Fig. 2: Schematic of the machine learning pipeline based on the super learner framework for the melanin binding data set.
From: Machine learning-driven multifunctional peptide engineering for sustained ocular drug delivery

a Scheme of a larger microarray, which includes 5499 peptides used to train a regression super learner. Random peptides were generated based on position-dependent amino acid frequencies calculated using the second peptide array data, and the melanin binding levels were predicted. Peptides with desired melanin binding levels were selected for further experimental validation. Created with BioRender.com. b Scheme of the super learner complexity reduction. Holdout predictions of peptides (shown as rows) were generated for each base model (shown as columns) with tenfold cross-validation (CV) on the input data set. A meta-learner (generalized linear model) was fitted on the holdout predictions with another tenfold cross-validation. The number of base models was reduced by applying an iterative reduction procedure (see Methods). The final super learner ensemble was trained on the input data set with the optimal combination of the selected base models. c Scheme of the machine learning pipeline for an unbiased model performance evaluation.
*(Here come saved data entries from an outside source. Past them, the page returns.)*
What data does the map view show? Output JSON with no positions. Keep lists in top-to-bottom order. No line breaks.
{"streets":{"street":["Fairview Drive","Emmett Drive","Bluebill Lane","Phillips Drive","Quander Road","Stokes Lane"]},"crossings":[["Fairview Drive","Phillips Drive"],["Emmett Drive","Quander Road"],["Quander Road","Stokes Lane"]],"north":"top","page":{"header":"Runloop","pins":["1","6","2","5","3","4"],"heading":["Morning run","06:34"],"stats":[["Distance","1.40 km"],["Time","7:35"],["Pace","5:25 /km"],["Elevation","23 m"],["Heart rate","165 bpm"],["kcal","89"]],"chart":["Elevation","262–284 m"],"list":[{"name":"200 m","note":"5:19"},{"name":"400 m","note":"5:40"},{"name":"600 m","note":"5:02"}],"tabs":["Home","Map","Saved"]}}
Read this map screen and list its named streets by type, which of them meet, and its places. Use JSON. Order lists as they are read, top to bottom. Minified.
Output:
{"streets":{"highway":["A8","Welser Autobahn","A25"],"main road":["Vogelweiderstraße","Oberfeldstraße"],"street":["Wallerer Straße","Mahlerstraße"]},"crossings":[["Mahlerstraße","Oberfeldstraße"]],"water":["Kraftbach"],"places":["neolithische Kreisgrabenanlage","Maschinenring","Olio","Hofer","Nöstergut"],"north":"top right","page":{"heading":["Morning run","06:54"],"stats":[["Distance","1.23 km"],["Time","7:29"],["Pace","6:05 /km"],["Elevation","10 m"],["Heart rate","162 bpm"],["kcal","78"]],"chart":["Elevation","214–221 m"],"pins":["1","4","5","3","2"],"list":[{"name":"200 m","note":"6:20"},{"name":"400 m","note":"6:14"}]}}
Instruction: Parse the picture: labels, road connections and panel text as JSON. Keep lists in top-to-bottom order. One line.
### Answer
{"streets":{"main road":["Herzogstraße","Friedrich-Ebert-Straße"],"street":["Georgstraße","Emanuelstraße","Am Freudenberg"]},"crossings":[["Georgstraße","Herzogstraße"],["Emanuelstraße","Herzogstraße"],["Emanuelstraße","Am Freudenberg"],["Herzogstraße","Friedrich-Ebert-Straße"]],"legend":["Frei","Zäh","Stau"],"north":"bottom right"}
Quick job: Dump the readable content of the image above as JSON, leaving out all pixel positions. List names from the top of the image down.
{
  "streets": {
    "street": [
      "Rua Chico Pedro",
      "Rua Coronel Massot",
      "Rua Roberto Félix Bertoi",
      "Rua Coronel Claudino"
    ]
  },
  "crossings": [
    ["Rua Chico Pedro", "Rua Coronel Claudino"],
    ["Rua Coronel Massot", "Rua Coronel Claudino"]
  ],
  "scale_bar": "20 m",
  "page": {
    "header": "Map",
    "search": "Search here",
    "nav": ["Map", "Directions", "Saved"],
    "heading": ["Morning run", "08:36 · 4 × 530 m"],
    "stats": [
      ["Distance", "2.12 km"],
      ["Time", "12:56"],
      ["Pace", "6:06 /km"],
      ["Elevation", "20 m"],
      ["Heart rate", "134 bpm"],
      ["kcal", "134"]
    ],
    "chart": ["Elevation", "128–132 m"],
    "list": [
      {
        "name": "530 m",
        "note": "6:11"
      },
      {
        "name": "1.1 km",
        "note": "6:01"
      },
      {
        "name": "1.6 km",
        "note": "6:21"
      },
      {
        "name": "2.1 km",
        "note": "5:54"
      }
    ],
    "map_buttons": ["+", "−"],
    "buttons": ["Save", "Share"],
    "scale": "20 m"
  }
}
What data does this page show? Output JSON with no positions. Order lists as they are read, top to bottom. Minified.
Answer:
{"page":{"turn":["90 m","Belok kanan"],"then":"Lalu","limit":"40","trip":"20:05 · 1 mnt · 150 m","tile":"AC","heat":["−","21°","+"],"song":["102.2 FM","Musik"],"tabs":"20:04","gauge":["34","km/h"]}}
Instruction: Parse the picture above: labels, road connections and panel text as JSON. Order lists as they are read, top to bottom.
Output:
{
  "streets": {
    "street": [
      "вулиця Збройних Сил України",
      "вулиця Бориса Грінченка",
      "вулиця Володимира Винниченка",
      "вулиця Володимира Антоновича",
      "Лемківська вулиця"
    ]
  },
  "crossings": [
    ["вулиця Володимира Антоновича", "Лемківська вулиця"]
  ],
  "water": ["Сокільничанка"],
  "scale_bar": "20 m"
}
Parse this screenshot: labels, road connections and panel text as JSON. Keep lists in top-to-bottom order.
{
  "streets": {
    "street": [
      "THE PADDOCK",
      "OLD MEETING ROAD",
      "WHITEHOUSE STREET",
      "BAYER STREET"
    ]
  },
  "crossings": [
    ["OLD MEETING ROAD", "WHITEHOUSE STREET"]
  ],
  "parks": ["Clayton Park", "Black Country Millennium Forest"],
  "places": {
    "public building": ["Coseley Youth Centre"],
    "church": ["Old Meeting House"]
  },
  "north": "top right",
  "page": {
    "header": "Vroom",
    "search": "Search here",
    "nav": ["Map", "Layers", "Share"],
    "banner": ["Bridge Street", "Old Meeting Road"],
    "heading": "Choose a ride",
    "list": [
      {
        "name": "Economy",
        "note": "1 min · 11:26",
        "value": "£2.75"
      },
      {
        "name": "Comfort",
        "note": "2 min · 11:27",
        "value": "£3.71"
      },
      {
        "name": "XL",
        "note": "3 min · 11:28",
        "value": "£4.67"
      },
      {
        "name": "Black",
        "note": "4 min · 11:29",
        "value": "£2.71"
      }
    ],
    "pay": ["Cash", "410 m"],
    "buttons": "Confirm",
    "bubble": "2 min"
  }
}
The nested cross-validation includes an outer loop for model evaluation and an inner loop for model selection (cyan). The outer loop generated 10 sets of train-test splits using a Monte Carlo method, and the inner loop generated 10 sets of train-test splits using a modulo method. d Plot of the base models of the final melanin binding super learner. Coefficients of determination (R2) are denoted with color and conveyed as white text on the bars or gray text adjacent bars. Base model coefficients are indicated at the bar ends. There is one model having zero coefficient and not shown. See Methods and Supplementary Note 2 for information about model hyperparameter details and statistics of model performance.